▸ **Problem to work on**
Reproduce exactly the lines of the material beneath, from the line that contains "function label(font, color, halo, rows, align" to the line that contains "M296,1048L461,1221L351,1316L307,1371L252,1288L202,1329L110,1209Z", both included, and no other lines.

------------------------------------------------------------------------

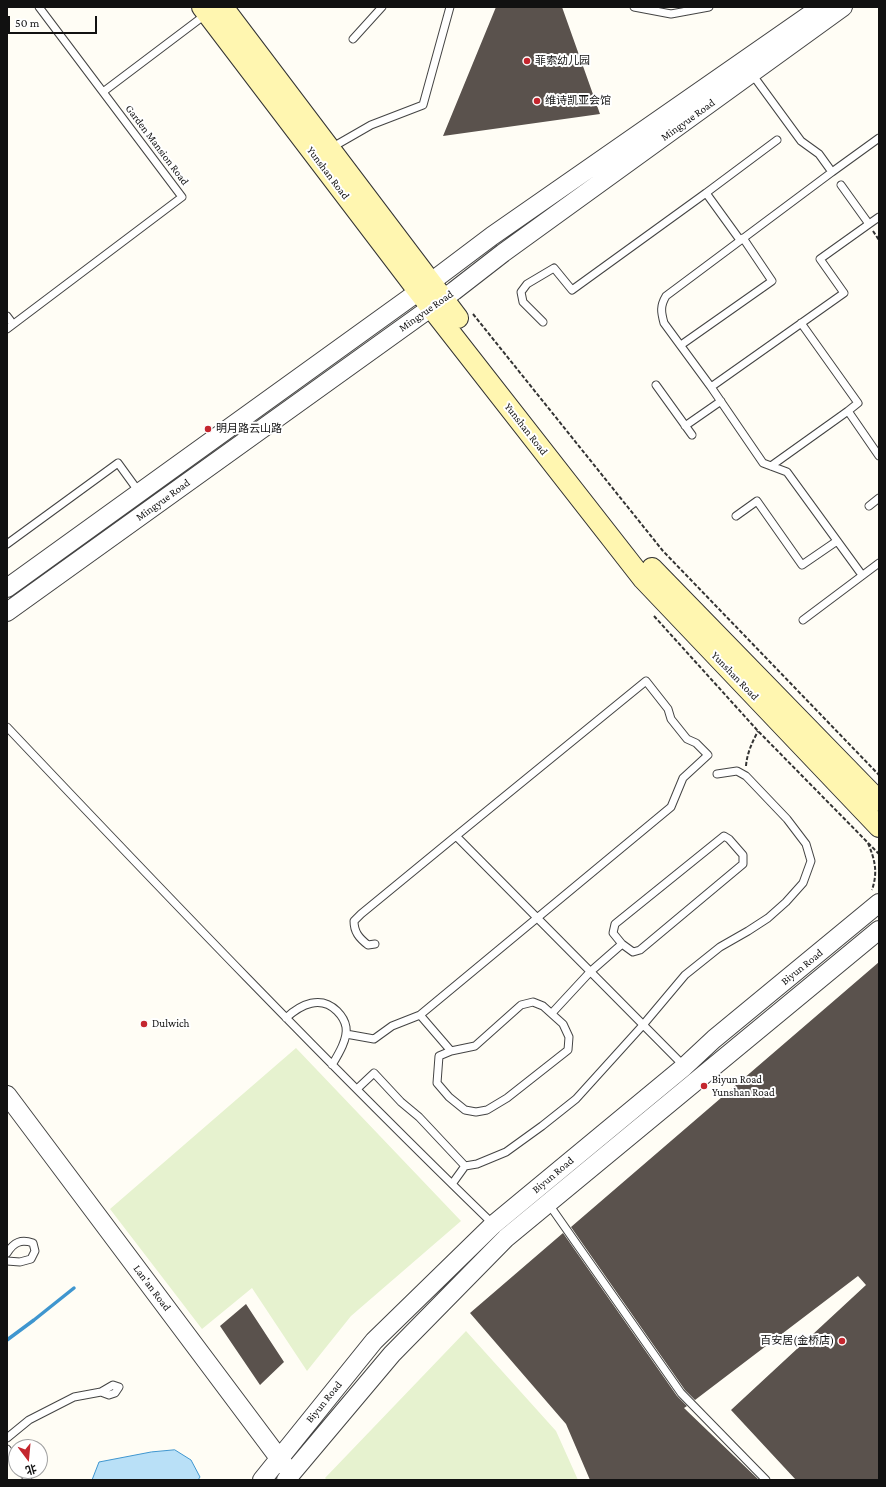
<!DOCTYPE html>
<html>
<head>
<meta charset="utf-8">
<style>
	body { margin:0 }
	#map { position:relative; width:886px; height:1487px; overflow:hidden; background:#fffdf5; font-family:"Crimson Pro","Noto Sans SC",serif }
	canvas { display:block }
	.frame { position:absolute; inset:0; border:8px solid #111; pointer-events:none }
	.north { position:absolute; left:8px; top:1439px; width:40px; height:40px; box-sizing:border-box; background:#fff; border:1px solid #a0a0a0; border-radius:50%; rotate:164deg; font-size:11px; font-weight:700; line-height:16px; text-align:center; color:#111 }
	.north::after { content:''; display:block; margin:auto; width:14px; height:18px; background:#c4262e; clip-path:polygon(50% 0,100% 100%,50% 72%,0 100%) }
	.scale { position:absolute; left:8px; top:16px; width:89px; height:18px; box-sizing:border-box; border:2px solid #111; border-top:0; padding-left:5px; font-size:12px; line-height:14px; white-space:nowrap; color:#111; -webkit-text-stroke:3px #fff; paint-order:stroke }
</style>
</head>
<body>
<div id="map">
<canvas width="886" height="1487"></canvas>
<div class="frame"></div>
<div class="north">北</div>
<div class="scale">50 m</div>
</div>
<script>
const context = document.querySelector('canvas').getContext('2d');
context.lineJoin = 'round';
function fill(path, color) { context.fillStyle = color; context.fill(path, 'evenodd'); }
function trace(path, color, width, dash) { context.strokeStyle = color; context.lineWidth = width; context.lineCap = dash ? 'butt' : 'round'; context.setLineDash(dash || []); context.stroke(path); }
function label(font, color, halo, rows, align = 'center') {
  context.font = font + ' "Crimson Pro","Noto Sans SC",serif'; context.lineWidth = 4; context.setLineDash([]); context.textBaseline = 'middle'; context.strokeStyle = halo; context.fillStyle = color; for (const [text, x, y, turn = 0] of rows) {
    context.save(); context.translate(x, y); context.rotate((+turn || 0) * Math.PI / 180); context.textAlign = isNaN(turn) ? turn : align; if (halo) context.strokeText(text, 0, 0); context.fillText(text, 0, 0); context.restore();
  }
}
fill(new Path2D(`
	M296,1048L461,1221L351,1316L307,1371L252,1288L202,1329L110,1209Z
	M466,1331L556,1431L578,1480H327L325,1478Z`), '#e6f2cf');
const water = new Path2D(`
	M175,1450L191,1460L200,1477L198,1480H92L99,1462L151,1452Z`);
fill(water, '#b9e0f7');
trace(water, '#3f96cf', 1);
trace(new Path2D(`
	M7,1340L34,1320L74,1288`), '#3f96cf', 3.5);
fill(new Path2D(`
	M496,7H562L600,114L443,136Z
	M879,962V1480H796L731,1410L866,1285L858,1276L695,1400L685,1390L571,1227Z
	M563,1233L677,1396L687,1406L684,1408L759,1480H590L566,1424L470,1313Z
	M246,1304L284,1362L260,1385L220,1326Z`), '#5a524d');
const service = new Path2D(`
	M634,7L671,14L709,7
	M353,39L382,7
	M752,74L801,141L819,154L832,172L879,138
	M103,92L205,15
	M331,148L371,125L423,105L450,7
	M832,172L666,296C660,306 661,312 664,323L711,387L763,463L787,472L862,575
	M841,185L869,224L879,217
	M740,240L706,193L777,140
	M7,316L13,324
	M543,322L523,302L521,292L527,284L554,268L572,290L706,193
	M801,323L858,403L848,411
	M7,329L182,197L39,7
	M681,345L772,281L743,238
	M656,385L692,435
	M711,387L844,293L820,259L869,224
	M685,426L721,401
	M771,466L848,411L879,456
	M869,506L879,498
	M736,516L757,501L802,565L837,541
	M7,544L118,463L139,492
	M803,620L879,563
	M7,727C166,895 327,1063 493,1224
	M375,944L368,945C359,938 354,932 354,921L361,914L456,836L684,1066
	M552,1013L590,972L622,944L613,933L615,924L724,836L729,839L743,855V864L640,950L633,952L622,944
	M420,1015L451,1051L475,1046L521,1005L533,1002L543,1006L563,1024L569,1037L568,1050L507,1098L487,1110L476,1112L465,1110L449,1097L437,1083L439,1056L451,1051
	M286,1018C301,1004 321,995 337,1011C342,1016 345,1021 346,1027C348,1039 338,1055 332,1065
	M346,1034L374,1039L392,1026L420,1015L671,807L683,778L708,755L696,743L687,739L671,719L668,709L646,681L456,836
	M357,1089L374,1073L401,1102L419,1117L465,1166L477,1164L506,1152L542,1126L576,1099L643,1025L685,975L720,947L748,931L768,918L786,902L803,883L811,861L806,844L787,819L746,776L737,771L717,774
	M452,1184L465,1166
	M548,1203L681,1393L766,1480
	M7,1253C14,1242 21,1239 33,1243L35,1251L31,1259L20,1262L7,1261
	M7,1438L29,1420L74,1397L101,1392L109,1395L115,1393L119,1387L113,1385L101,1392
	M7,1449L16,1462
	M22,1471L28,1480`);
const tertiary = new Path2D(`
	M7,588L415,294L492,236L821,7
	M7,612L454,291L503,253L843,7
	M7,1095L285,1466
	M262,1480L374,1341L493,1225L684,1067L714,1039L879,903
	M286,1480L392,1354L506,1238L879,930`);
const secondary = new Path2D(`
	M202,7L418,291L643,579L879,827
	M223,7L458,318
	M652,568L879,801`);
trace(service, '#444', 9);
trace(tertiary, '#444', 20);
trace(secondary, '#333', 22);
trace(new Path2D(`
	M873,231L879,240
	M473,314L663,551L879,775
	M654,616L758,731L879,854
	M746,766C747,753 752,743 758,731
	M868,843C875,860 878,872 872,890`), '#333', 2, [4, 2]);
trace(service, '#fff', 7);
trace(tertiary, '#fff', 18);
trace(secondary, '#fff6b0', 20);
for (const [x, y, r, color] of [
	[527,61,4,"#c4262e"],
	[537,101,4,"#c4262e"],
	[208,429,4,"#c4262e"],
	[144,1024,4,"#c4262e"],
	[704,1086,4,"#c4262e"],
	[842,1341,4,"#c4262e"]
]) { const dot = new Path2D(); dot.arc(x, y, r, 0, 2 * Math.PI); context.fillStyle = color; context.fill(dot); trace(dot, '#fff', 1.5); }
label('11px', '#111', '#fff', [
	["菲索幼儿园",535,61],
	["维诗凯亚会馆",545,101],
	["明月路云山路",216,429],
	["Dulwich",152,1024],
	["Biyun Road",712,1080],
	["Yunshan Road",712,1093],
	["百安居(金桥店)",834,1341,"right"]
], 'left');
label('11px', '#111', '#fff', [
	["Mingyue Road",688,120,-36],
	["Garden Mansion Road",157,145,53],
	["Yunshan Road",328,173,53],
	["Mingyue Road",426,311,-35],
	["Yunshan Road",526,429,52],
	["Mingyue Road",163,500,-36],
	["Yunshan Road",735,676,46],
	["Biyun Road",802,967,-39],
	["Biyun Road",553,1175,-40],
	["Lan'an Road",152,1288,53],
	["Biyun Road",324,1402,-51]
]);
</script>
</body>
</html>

------------------------------------------------------------------------

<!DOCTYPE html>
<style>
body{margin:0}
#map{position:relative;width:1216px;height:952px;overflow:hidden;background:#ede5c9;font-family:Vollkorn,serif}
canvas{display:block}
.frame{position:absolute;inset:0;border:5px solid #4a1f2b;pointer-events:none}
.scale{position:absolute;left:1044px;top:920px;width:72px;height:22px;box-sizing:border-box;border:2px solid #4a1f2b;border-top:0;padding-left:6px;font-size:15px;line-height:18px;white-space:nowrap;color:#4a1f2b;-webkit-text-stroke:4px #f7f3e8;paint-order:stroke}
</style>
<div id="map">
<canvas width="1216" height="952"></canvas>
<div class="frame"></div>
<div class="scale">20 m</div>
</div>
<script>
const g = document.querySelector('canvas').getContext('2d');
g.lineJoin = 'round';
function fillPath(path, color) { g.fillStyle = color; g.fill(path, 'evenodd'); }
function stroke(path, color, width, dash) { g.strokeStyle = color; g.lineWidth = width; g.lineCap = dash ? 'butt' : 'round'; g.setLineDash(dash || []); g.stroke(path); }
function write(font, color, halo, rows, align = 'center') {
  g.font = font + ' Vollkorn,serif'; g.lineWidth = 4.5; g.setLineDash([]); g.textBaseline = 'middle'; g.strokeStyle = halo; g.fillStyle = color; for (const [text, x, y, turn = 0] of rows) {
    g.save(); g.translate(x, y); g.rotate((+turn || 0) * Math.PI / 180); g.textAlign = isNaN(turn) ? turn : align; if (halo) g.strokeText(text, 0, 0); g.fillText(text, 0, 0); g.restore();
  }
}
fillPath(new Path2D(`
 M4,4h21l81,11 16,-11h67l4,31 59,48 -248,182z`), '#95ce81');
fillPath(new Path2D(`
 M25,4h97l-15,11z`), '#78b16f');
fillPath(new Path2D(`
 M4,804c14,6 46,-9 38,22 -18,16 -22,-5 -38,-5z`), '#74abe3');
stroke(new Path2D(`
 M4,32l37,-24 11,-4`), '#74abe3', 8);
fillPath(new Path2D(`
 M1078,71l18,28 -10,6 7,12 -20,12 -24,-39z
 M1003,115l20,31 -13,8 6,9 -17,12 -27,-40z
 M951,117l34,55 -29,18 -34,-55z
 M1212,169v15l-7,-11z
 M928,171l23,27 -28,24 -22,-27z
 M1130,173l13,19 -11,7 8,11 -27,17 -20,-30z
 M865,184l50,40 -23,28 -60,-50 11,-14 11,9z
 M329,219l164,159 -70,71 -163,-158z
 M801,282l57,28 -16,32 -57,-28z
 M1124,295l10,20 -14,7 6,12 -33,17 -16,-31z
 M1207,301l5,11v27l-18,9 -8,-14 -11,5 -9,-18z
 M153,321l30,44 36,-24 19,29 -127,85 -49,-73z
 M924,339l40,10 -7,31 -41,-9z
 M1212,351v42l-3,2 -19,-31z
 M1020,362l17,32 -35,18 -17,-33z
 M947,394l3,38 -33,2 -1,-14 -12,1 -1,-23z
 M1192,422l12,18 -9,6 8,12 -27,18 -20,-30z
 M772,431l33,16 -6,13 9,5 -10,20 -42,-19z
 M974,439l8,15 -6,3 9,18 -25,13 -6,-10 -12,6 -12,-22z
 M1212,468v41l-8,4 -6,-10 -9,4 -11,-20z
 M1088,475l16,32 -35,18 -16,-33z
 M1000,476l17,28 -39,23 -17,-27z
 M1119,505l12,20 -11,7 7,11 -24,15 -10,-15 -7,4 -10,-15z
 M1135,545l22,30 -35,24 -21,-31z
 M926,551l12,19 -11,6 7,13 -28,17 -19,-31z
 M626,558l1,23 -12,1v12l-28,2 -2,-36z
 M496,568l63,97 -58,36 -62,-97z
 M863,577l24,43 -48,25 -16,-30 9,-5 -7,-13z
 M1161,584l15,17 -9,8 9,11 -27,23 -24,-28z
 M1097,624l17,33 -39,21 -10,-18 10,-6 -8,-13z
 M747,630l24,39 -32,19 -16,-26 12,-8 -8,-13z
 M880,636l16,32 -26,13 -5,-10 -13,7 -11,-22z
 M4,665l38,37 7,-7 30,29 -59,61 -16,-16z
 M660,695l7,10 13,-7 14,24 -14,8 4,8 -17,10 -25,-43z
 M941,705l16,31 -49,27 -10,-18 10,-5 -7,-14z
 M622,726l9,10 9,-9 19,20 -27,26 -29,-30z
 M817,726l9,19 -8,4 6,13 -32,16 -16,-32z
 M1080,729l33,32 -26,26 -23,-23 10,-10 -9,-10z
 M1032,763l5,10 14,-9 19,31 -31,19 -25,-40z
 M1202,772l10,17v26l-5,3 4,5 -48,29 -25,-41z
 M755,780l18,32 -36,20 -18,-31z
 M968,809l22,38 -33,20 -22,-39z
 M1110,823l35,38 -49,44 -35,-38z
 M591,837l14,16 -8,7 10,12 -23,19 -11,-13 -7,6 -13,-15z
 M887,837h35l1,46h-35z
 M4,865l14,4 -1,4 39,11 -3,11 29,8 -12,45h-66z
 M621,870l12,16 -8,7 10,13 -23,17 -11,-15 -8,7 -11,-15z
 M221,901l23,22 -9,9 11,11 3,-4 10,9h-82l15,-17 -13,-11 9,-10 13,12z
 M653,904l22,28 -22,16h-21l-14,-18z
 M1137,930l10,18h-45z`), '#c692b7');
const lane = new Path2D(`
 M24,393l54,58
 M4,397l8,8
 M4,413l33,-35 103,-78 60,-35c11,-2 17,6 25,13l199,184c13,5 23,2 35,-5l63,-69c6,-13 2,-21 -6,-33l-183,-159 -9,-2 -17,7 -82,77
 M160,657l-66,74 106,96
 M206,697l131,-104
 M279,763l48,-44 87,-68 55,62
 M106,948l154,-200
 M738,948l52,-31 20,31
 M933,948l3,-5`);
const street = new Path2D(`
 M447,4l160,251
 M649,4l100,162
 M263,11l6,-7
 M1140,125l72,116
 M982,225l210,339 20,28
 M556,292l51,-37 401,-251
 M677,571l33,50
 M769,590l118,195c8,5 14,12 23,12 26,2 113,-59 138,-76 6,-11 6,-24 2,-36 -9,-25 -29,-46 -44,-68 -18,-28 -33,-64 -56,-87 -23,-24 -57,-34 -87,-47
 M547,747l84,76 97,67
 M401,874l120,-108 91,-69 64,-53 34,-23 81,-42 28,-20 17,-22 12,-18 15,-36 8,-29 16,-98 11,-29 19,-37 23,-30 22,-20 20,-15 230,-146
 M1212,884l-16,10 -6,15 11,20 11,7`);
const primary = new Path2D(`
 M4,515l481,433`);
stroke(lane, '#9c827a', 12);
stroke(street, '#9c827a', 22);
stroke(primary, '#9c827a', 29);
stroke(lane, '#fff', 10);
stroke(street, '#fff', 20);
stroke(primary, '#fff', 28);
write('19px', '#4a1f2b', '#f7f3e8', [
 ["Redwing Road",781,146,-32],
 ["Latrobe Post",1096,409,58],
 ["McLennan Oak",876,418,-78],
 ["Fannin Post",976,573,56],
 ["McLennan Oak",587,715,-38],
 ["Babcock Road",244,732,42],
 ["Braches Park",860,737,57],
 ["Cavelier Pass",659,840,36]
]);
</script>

------------------------------------------------------------------------

▸ **Worked solution**
function label(font, color, halo, rows, align = 'center') {
  context.font = font + ' "Crimson Pro","Noto Sans SC",serif'; context.lineWidth = 4; context.setLineDash([]); context.textBaseline = 'middle'; context.strokeStyle = halo; context.fillStyle = color; for (const [text, x, y, turn = 0] of rows) {
    context.save(); context.translate(x, y); context.rotate((+turn || 0) * Math.PI / 180); context.textAlign = isNaN(turn) ? turn : align; if (halo) context.strokeText(text, 0, 0); context.fillText(text, 0, 0); context.restore();
  }
}
fill(new Path2D(`
	M296,1048L461,1221L351,1316L307,1371L252,1288L202,1329L110,1209Z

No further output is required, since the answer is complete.